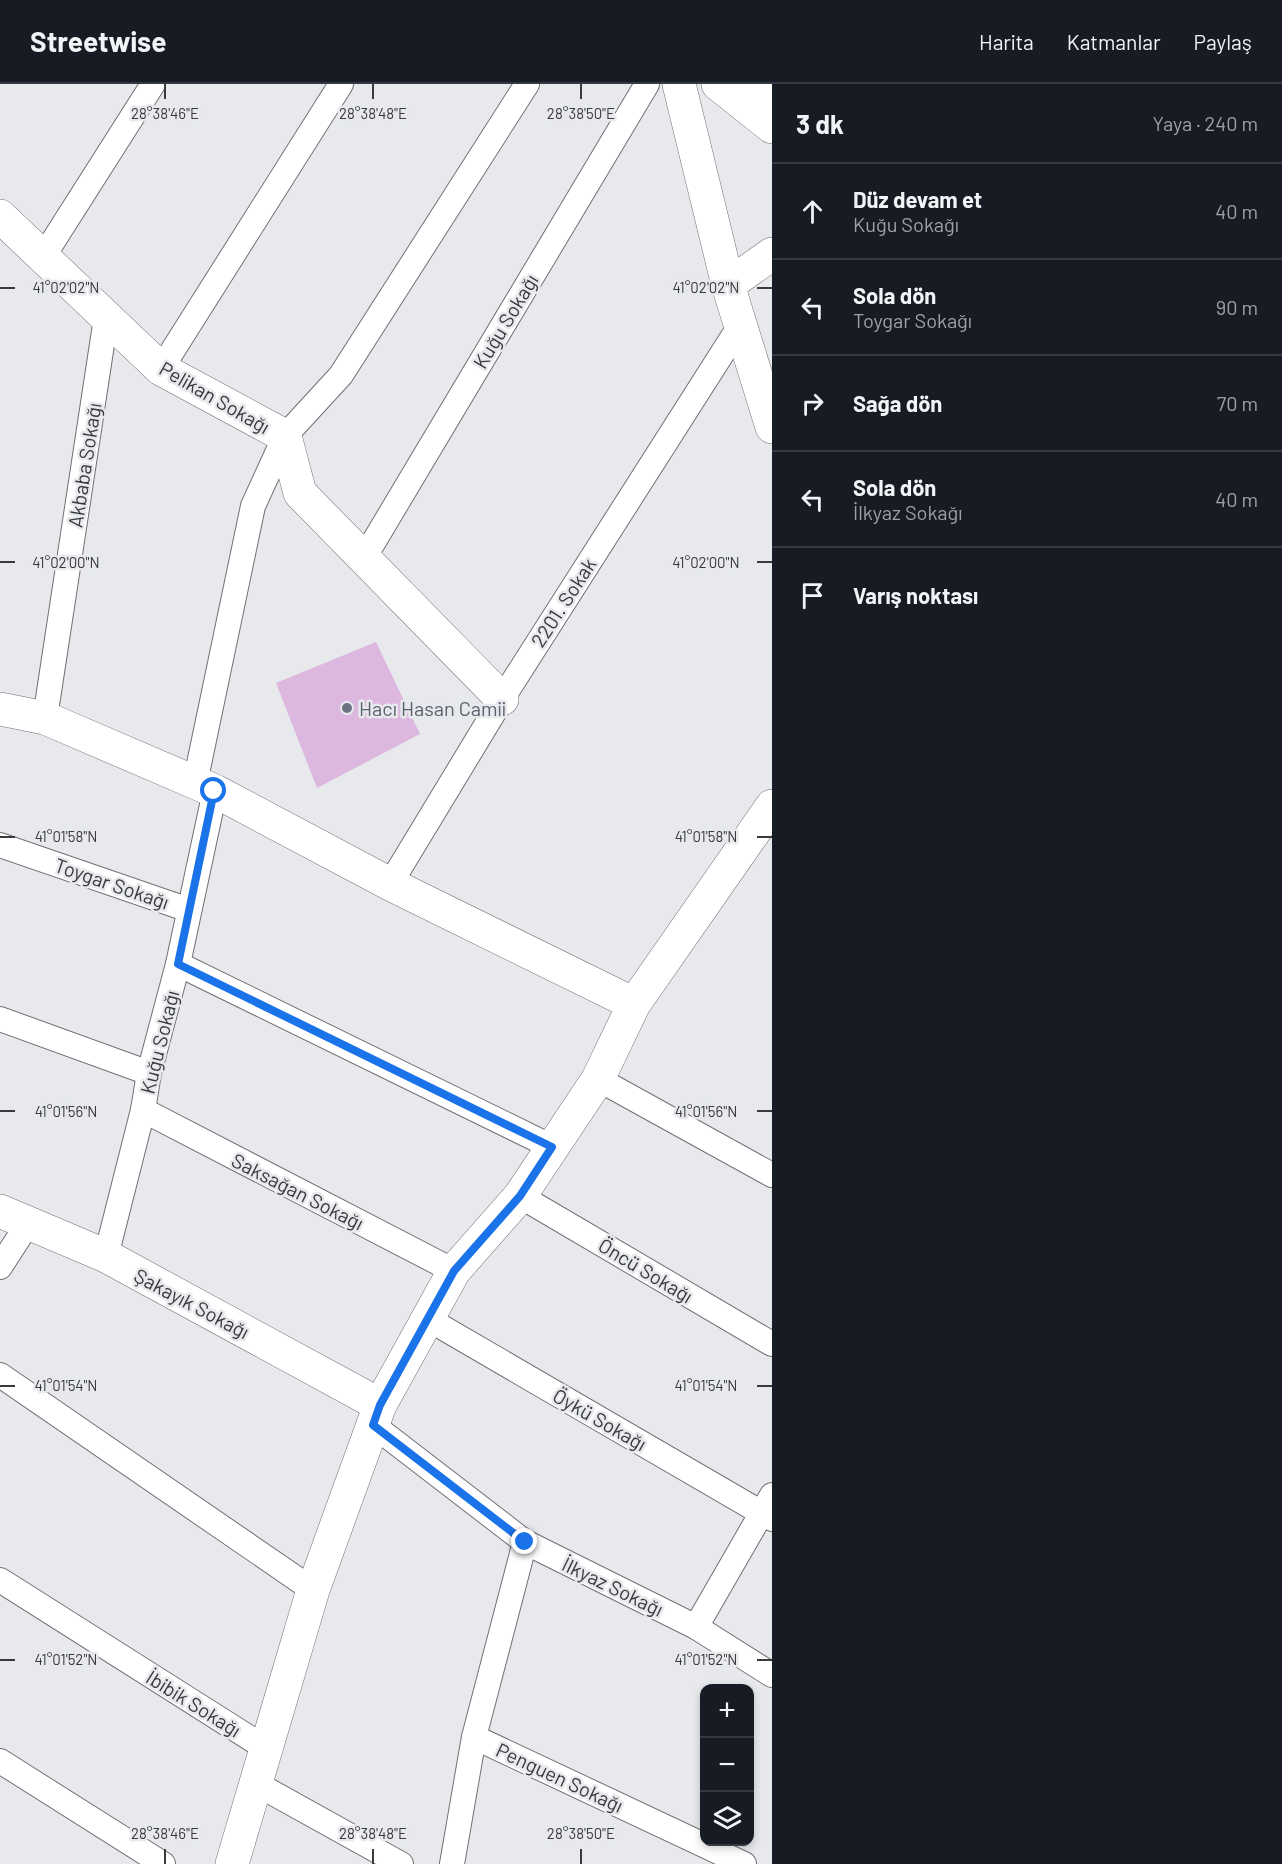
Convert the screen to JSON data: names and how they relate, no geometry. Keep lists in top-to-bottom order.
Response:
{
  "streets": {
    "street": [
      "Kuğu Sokağı",
      "Pelikan Sokağı",
      "Akbaba Sokağı",
      "2201. Sokak",
      "Toygar Sokağı",
      "Saksağan Sokağı",
      "Öncü Sokağı",
      "Şakayık Sokağı",
      "Öykü Sokağı",
      "İlkyaz Sokağı",
      "İbibik Sokağı",
      "Penguen Sokağı"
    ]
  },
  "crossings": [
    ["Kuğu Sokağı", "Pelikan Sokağı"],
    ["Kuğu Sokağı", "Toygar Sokağı"],
    ["Kuğu Sokağı", "Saksağan Sokağı"],
    ["Kuğu Sokağı", "Şakayık Sokağı"],
    ["Pelikan Sokağı", "Akbaba Sokağı"],
    ["Pelikan Sokağı", "2201. Sokak"],
    ["Şakayık Sokağı", "İlkyaz Sokağı"]
  ],
  "places": ["Hacı Hasan Camii"],
  "page": {
    "header": "Streetwise",
    "nav": ["Harita", "Katmanlar", "Paylaş"],
    "heading": ["3 dk", "Yaya · 240 m"],
    "list": [
      ["Düz devam et", "Kuğu Sokağı", "40 m"],
      ["Sola dön", "Toygar Sokağı", "90 m"],
      ["Sağa dön", "70 m"],
      ["Sola dön", "İlkyaz Sokağı", "40 m"],
      "Varış noktası"
    ],
    "map_buttons": ["+", "−"]
  },
  "coordinates": [
    "28°38'46\"E",
    "28°38'48\"E",
    "28°38'50\"E",
    "41°02'02\"N",
    "41°02'00\"N",
    "41°01'58\"N",
    "41°01'56\"N",
    "41°01'54\"N",
    "41°01'52\"N"
  ]
}
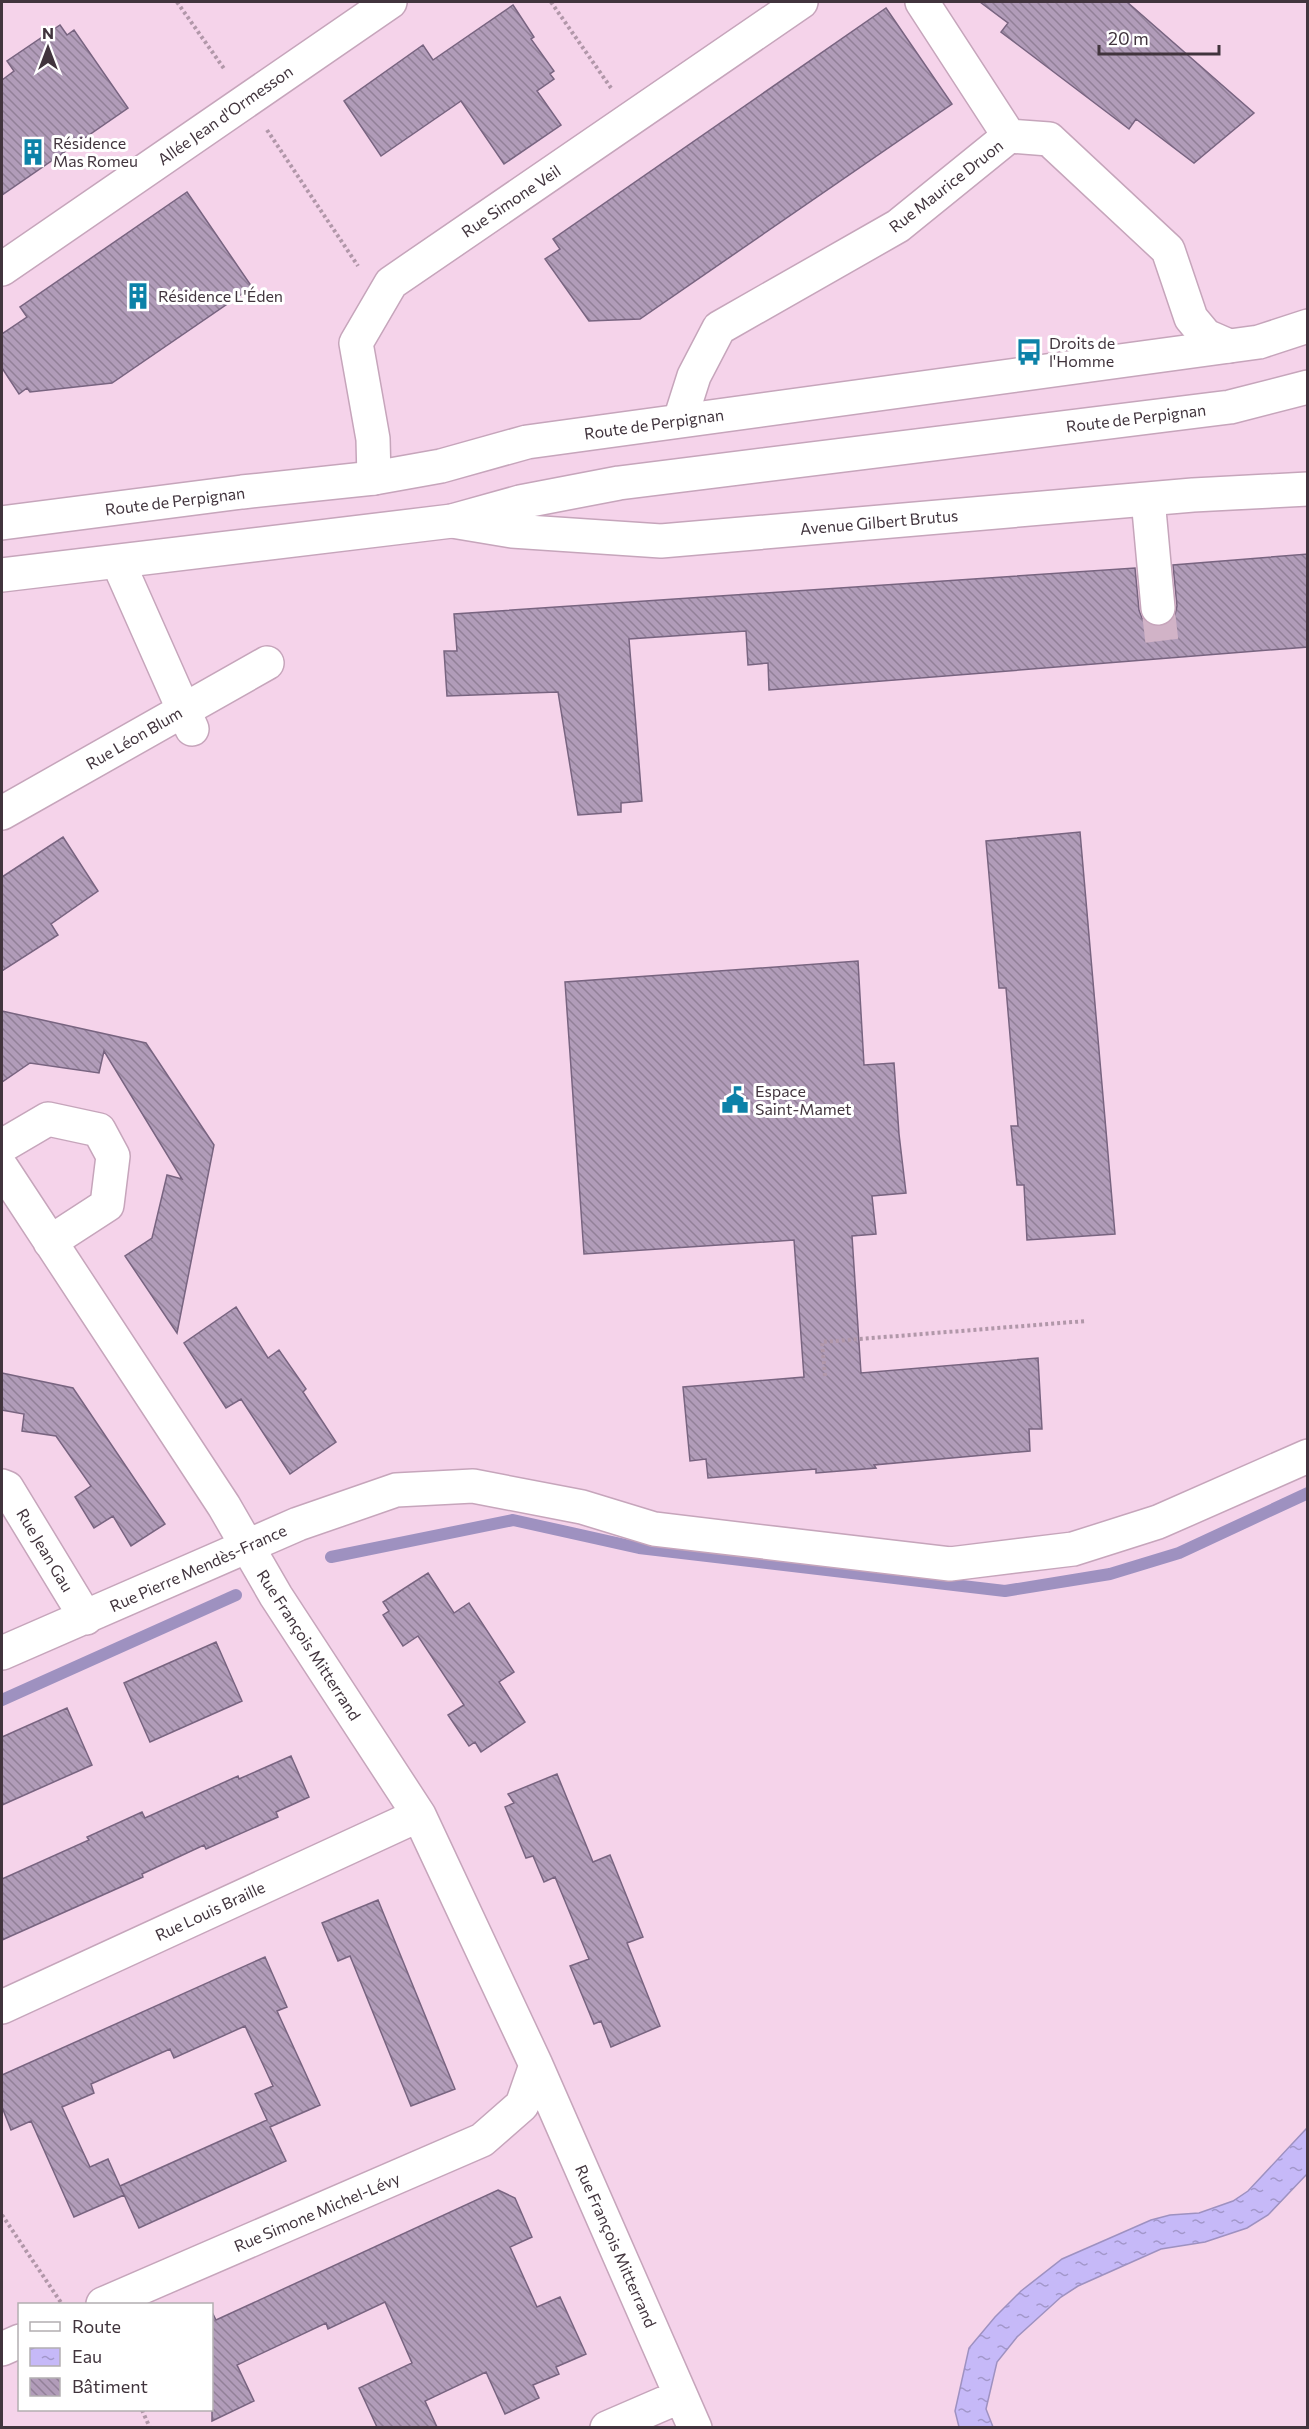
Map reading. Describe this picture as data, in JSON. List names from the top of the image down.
{
  "streets": {
    "street": [
      "Allée Jean d'Ormesson",
      "Rue Maurice Druon",
      "Rue Simone Veil",
      "Route de Perpignan",
      "Avenue Gilbert Brutus",
      "Rue Léon Blum",
      "Rue Jean Gau",
      "Rue Pierre Mendès-France",
      "Rue François Mitterrand",
      "Rue Louis Braille",
      "Rue Simone Michel-Lévy"
    ]
  },
  "crossings": [
    ["Rue Maurice Druon", "Route de Perpignan"],
    ["Rue Simone Veil", "Route de Perpignan"],
    ["Route de Perpignan", "Avenue Gilbert Brutus"],
    ["Rue Jean Gau", "Rue Pierre Mendès-France"],
    ["Rue Pierre Mendès-France", "Rue François Mitterrand"],
    ["Rue François Mitterrand", "Rue Louis Braille"],
    ["Rue François Mitterrand", "Rue Simone Michel-Lévy"]
  ],
  "places": {
    "building": ["Résidence Mas Romeu", "Résidence L'Éden"],
    "bus stop": ["Droits de l'Homme"],
    "public building": ["Espace Saint-Mamet"]
  },
  "legend": ["Route", "Eau", "Bâtiment"],
  "scale_bar": "20 m",
  "north": "top"
}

----------

Work task:
Give the listing again in full, exactly as it is, but without its images.

Written solution:
Convert the screen to JSON data: names and how they relate, no geometry. Keep lists in top-to-bottom order.
Response:
{
  "streets": {
    "street": [
      "Kuğu Sokağı",
      "Pelikan Sokağı",
      "Akbaba Sokağı",
      "2201. Sokak",
      "Toygar Sokağı",
      "Saksağan Sokağı",
      "Öncü Sokağı",
      "Şakayık Sokağı",
      "Öykü Sokağı",
      "İlkyaz Sokağı",
      "İbibik Sokağı",
      "Penguen Sokağı"
    ]
  },
  "crossings": [
    ["Kuğu Sokağı", "Pelikan Sokağı"],
    ["Kuğu Sokağı", "Toygar Sokağı"],
    ["Kuğu Sokağı", "Saksağan Sokağı"],
    ["Kuğu Sokağı", "Şakayık Sokağı"],
    ["Pelikan Sokağı", "Akbaba Sokağı"],
    ["Pelikan Sokağı", "2201. Sokak"],
    ["Şakayık Sokağı", "İlkyaz Sokağı"]
  ],
  "places": ["Hacı Hasan Camii"],
  "page": {
    "header": "Streetwise",
    "nav": ["Harita", "Katmanlar", "Paylaş"],
    "heading": ["3 dk", "Yaya · 240 m"],
    "list": [
      ["Düz devam et", "Kuğu Sokağı", "40 m"],
      ["Sola dön", "Toygar Sokağı", "90 m"],
      ["Sağa dön", "70 m"],
      ["Sola dön", "İlkyaz Sokağı", "40 m"],
      "Varış noktası"
    ],
    "map_buttons": ["+", "−"]
  },
  "coordinates": [
    "28°38'46\"E",
    "28°38'48\"E",
    "28°38'50\"E",
    "41°02'02\"N",
    "41°02'00\"N",
    "41°01'58\"N",
    "41°01'56\"N",
    "41°01'54\"N",
    "41°01'52\"N"
  ]
}
Map reading. Describe this picture as data, in JSON. List names from the top of the image down.
{
  "streets": {
    "street": [
      "Allée Jean d'Ormesson",
      "Rue Maurice Druon",
      "Rue Simone Veil",
      "Route de Perpignan",
      "Avenue Gilbert Brutus",
      "Rue Léon Blum",
      "Rue Jean Gau",
      "Rue Pierre Mendès-France",
      "Rue François Mitterrand",
      "Rue Louis Braille",
      "Rue Simone Michel-Lévy"
    ]
  },
  "crossings": [
    ["Rue Maurice Druon", "Route de Perpignan"],
    ["Rue Simone Veil", "Route de Perpignan"],
    ["Route de Perpignan", "Avenue Gilbert Brutus"],
    ["Rue Jean Gau", "Rue Pierre Mendès-France"],
    ["Rue Pierre Mendès-France", "Rue François Mitterrand"],
    ["Rue François Mitterrand", "Rue Louis Braille"],
    ["Rue François Mitterrand", "Rue Simone Michel-Lévy"]
  ],
  "places": {
    "building": ["Résidence Mas Romeu", "Résidence L'Éden"],
    "bus stop": ["Droits de l'Homme"],
    "public building": ["Espace Saint-Mamet"]
  },
  "legend": ["Route", "Eau", "Bâtiment"],
  "scale_bar": "20 m",
  "north": "top"
}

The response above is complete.